But it all gets to feeling just a little bit icky. To partake in Uber or any other ride-hailing service, much less to do so frequently, is to breeze past the many problems those companies invite: drivers left stranded on the shoals of contractor-dom, sleeping in their cars and taking home often staggeringly low wages, plus the deep cultural problems at the ride-hailing companies themselves. Here in D.C., ride-hailing services are putting many more cars on the road than there had previously been, bringing concerns both environmental and civic. This month, the city’s mayor, Muriel E. Bowser, signed a bill that will nearly quintuple the tax imposed on ride-hailing customers, with the result going toward that embattled public transit system, which is shedding riders by the tens of thousands. This is not exclusively a product of ride-hailing apps swiping passengers like yours truly — but the two are without a doubt related, and it is hard not to feel that all this easy skipping between friends’ apartments and beer gardens is having some serious, and perhaps irreversible, effect on the city itself.

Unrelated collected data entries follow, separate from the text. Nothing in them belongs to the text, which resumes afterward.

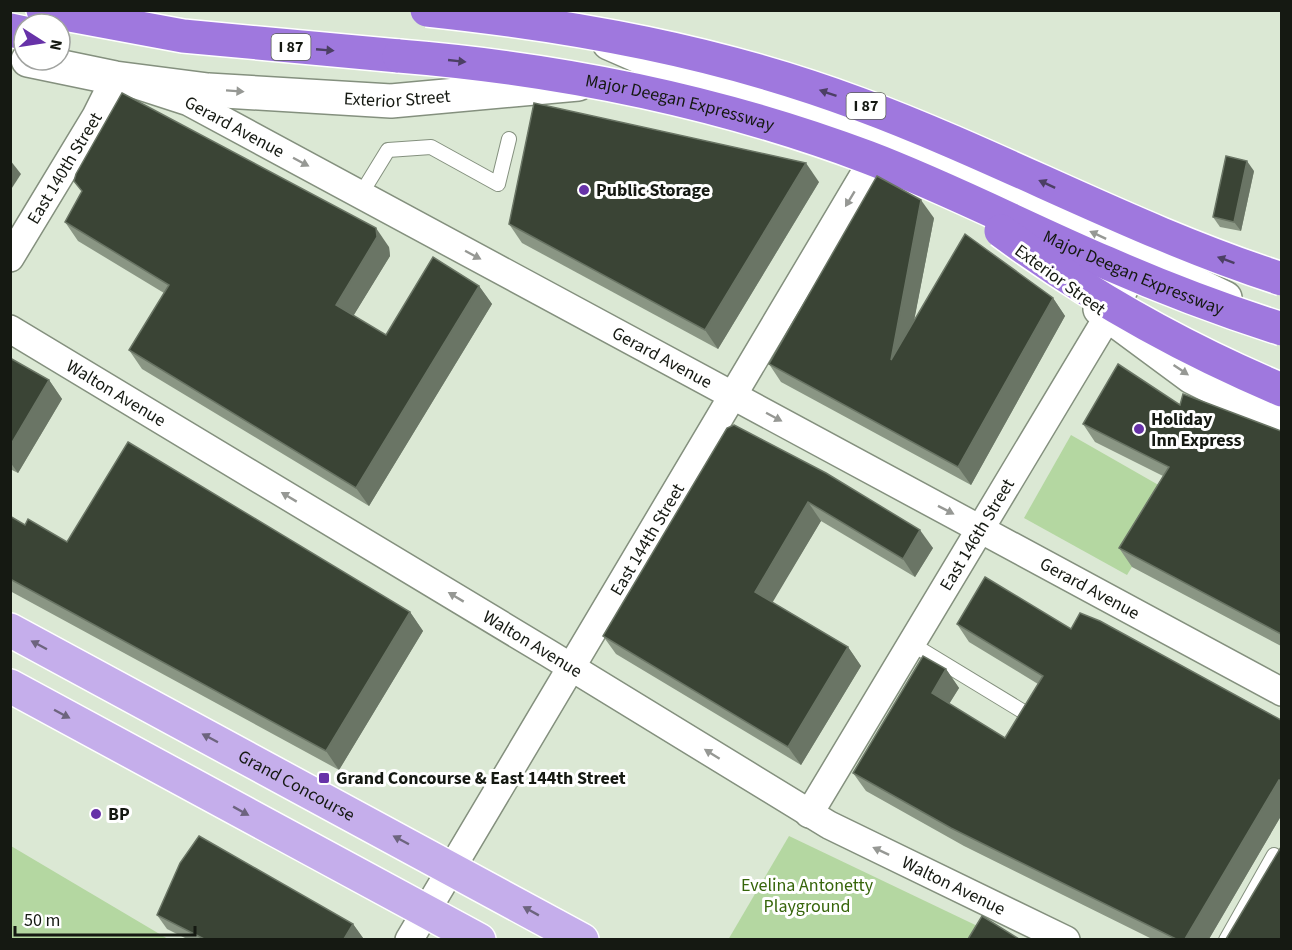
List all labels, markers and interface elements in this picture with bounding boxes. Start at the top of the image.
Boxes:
north arrow [12,12,72,72]
road number: I 87 [272,34,310,60]
text: N [44,37,68,52]
one-way arrow [315,45,334,55]
one-way arrow [447,56,466,66]
street label: Major Deegan Expressway [583,68,778,137]
street label: Exterior Street [343,83,451,114]
one-way arrow [226,87,245,96]
one-way arrow [819,87,837,97]
street label: Gerard Avenue [180,89,289,164]
road number: I 87 [846,93,886,119]
street label: East 140th Street [21,107,108,229]
one-way arrow [293,157,310,167]
place label: Public Storage [596,178,710,203]
one-way arrow [1038,179,1055,188]
marker: Public Storage [577,183,591,197]
one-way arrow [845,191,856,207]
street label: Major Deegan Expressway [1039,224,1228,321]
one-way arrow [1089,230,1107,240]
street label: Exterior Street [1010,239,1110,321]
one-way arrow [465,250,482,260]
one-way arrow [1217,255,1235,265]
street label: Gerard Avenue [608,320,717,395]
street label: Walton Avenue [62,353,171,433]
one-way arrow [1173,365,1189,376]
place label: Holiday Inn Express [1151,407,1242,453]
one-way arrow [766,412,783,422]
marker: Holiday Inn Express [1132,422,1146,436]
street label: East 146th Street [933,474,1020,595]
street label: East 144th Street [604,478,690,600]
one-way arrow [281,491,297,502]
one-way arrow [937,505,954,514]
street label: Gerard Avenue [1035,551,1144,625]
one-way arrow [448,592,464,603]
street label: Walton Avenue [478,604,587,684]
one-way arrow [30,640,47,650]
one-way arrow [54,709,71,719]
one-way arrow [202,733,219,743]
street label: Grand Concourse [234,744,360,827]
one-way arrow [704,748,720,759]
place label: Grand Concourse & East 144th Street [336,766,626,791]
marker: Grand Concourse & East 144th Street [317,771,331,785]
place label: BP [108,802,130,827]
one-way arrow [233,806,250,816]
marker: BP [89,807,103,821]
one-way arrow [392,835,409,845]
one-way arrow [872,847,889,856]
street label: Walton Avenue [898,850,1010,921]
park label: Evelina Antonetty Playground [741,873,874,919]
scale bar [15,899,195,937]
one-way arrow [522,906,539,916]
text: 50 m [24,908,60,933]

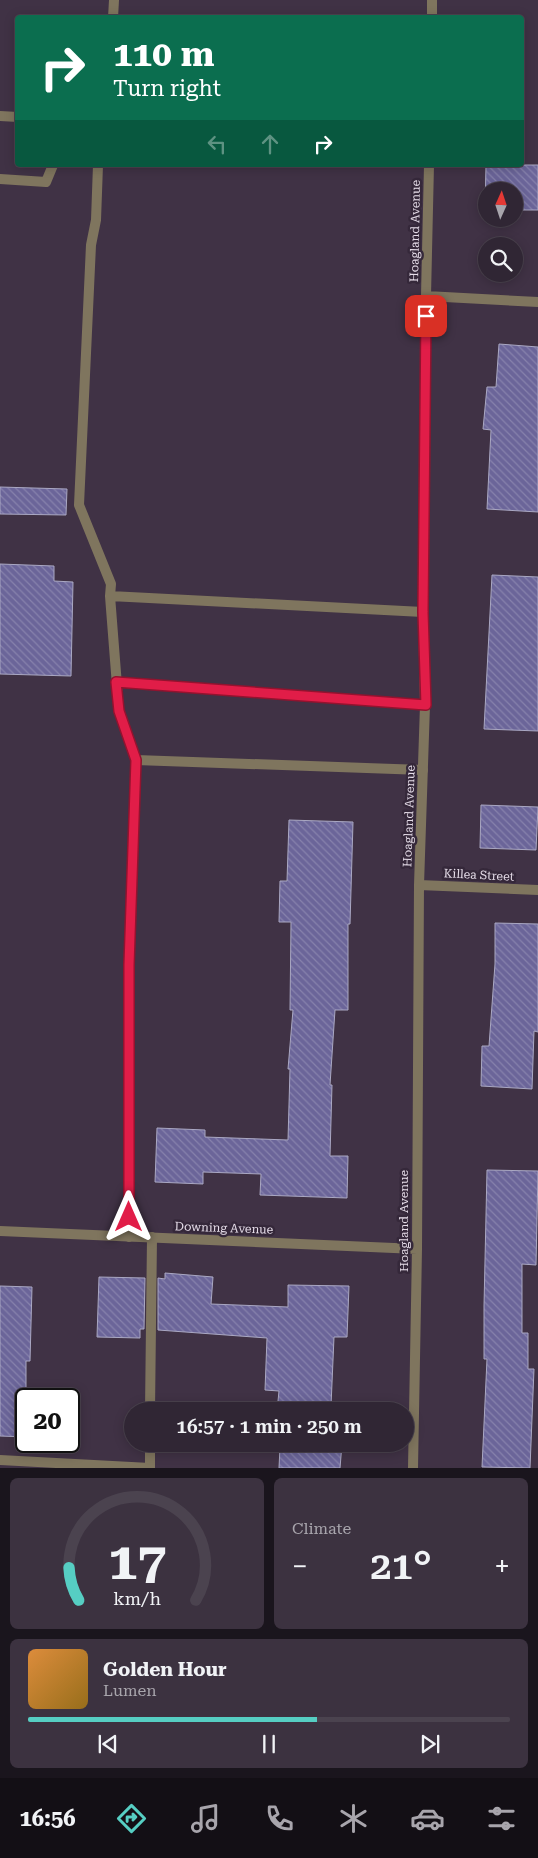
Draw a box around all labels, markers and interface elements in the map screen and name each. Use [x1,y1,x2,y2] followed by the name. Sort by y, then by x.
[113,34,214,75] text: 110 m
[30,35,95,100] icon: right
[113,76,221,101] text: Turn right
[203,130,231,158] icon: left
[256,130,284,158] icon: ahead
[309,130,337,158] icon: right
[407,179,423,282] street label: Hoagland Avenue
[478,182,522,228] north arrow
[478,182,523,282] map controls
[478,237,523,282] button: search
[405,295,447,337] pin
[412,302,440,330] icon: arrive
[400,764,418,867] street label: Hoagland Avenue
[443,866,515,884] street label: Killea Street
[397,1170,411,1272] street label: Hoagland Avenue
[102,1190,154,1242] position arrow
[174,1219,274,1237] street label: Downing Avenue
[15,1388,80,1453] speed limit sign: 20
[176,1415,362,1438] text: 16:57 · 1 min · 250 m
[292,1519,351,1538] text: Climate
[108,1531,166,1592] text: 17
[370,1544,432,1588] text: 21°
[292,1550,308,1583] text: −
[494,1550,510,1583] text: +
[113,1588,161,1609] text: km/h
[103,1658,227,1681] text: Golden Hour
[103,1681,157,1700] text: Lumen
[94,1730,122,1758] icon: previous
[255,1730,283,1758] icon: pause
[416,1730,444,1758] icon: next
[114,1801,149,1836] icon: directions
[188,1801,223,1836] icon: music
[262,1801,297,1836] icon: phone
[336,1801,371,1836] icon: climate
[410,1801,445,1836] icon: car
[484,1801,519,1836] icon: filters
[19,1806,76,1831] text: 16:56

And then, of course, there is the weirdness of enthusiastically attempting to win cash through idle clicking as your driver actually works in the seat beside you — and almost certainly, assuming you’re not going to Buffalo, for far less money. I talked with several of my drivers about this, including Oliver, who was approaching the Uber-mandated end of a 12-hour shift at the wheel. His take on Cash Car was one mostly of bemusement — they make money how? (They don’t, apparently. Yet? I guess.) If I had won $100 in his backseat, shouldn’t he be in line for some portion of that? I asked him. The stores that sell winning lottery tickets are given their own chunk of change, though it varies by state: In 2016, a winning Powerball stub meant $1,000,000 for a shopkeeper in California and just $25,000 for one in Tennessee. One day, might an Uber pull up to your curb, a glossy teal sign taped to the window beside the black-and-white U: “$100 WINNER MADE HERE! ARE YOU NEXT?”
Oliver didn’t have an answer: “You’re the one answering the questions,” he said with a shrug as he dropped me off at dinner. Which is true — and if it were HQ a passenger were playing, it might not bear considering. But in a time when a simple tap, multiplied outward, brings not just speedy lifts to ramen shops but also the incremental decline of a subway system and traffic and pollution and workers who pull 12-hour days and still aren’t found worthy of insurance or vacation or protection should something go awry in their car — at what point does a rider have a responsibility to ease off the gas? Of course, $100 neither solves nor tangibly worsens anything about the status quo, just as no one ride does, and if the goal is to take your mind off of what’s happening around you, then Cash Car Trivia undoubtedly succeeds. But maybe, just maybe, there are some things worth paying attention to.